■ **Task details**
Find the word "label" in the records and copy every line where it occurs.

==========

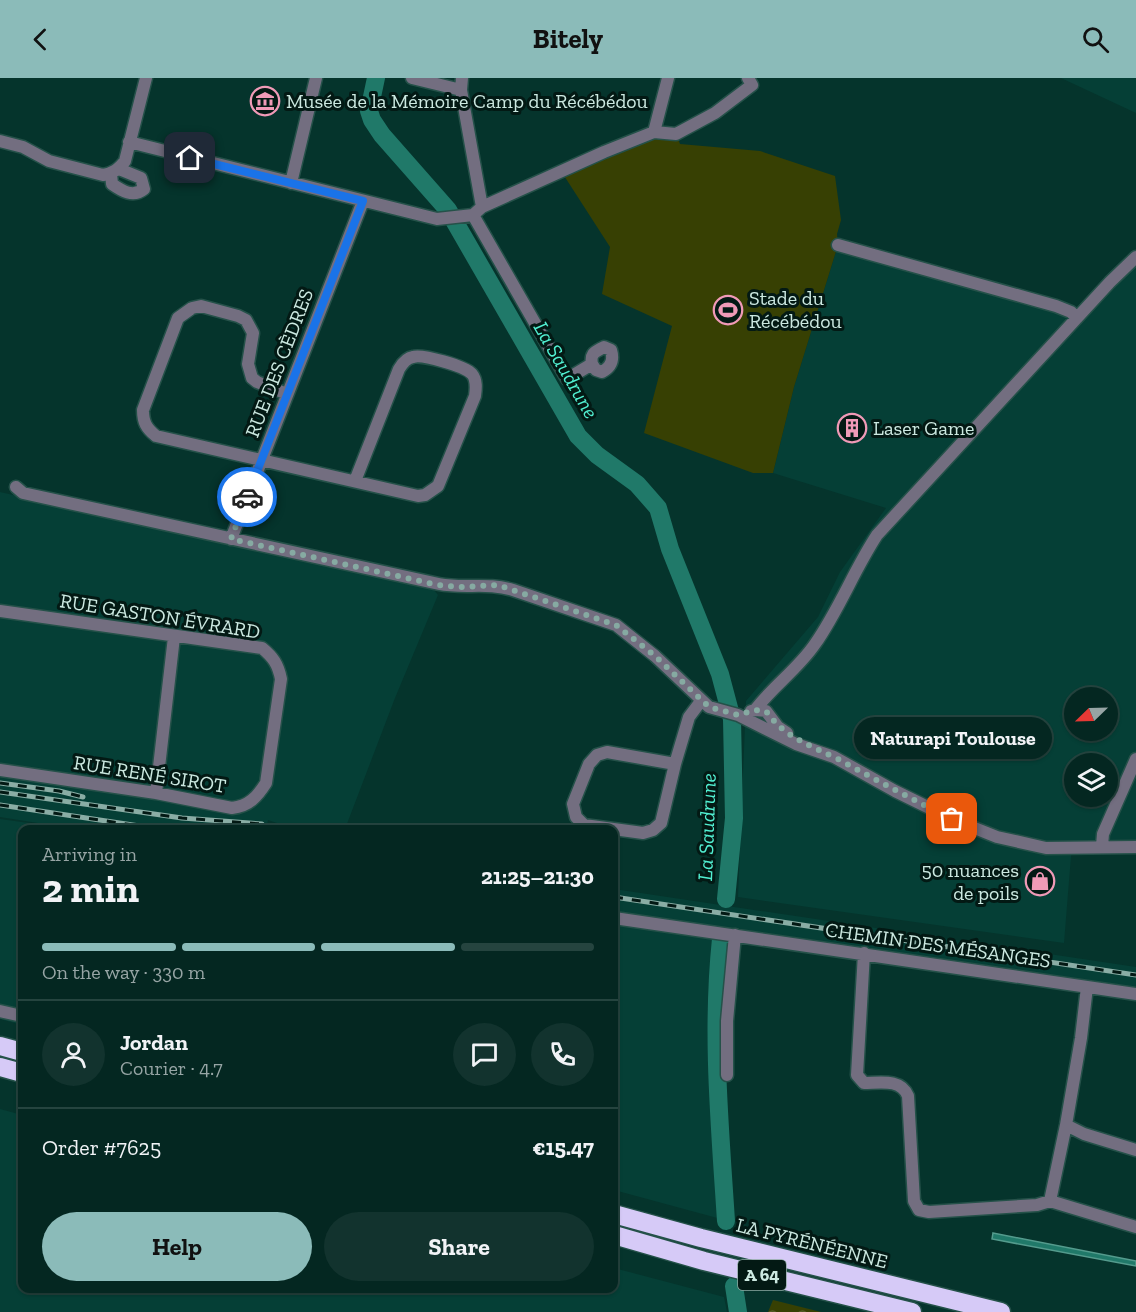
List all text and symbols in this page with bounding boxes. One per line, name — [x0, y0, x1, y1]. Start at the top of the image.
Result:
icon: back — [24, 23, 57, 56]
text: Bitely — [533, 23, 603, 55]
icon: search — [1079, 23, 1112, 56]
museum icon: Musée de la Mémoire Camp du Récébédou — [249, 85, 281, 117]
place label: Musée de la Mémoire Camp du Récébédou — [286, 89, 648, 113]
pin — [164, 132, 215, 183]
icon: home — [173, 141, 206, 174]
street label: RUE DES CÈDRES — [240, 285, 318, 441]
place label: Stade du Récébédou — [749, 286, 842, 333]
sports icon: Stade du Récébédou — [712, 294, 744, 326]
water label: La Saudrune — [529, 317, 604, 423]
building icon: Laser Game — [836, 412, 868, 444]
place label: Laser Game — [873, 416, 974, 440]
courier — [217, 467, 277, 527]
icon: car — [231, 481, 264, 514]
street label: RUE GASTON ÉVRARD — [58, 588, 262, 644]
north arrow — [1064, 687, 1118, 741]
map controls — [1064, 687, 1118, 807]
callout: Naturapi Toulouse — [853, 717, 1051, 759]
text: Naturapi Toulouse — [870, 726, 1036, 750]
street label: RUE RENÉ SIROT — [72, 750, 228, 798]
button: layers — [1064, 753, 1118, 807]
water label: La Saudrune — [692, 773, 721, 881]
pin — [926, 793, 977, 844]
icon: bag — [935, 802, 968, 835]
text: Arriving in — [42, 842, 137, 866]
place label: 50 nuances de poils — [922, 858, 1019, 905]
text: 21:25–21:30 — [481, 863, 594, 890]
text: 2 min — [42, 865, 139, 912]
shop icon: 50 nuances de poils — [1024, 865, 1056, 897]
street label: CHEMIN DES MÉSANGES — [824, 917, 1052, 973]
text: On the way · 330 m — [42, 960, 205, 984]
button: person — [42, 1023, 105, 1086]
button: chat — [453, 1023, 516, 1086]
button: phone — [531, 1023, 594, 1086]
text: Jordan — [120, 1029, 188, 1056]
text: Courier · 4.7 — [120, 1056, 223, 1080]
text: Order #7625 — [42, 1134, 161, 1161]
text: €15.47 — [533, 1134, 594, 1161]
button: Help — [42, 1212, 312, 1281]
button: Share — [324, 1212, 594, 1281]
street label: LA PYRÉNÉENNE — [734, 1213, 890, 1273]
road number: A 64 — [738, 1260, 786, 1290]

==========

■ **Written answer**
place label: Musée de la Mémoire Camp du Récébédou — [286, 89, 648, 113]
street label: RUE DES CÈDRES — [240, 285, 318, 441]
place label: Stade du Récébédou — [749, 286, 842, 333]
water label: La Saudrune — [529, 317, 604, 423]
place label: Laser Game — [873, 416, 974, 440]
street label: RUE GASTON ÉVRARD — [58, 588, 262, 644]
street label: RUE RENÉ SIROT — [72, 750, 228, 798]
water label: La Saudrune — [692, 773, 721, 881]
place label: 50 nuances de poils — [922, 858, 1019, 905]
street label: CHEMIN DES MÉSANGES — [824, 917, 1052, 973]
street label: LA PYRÉNÉENNE — [734, 1213, 890, 1273]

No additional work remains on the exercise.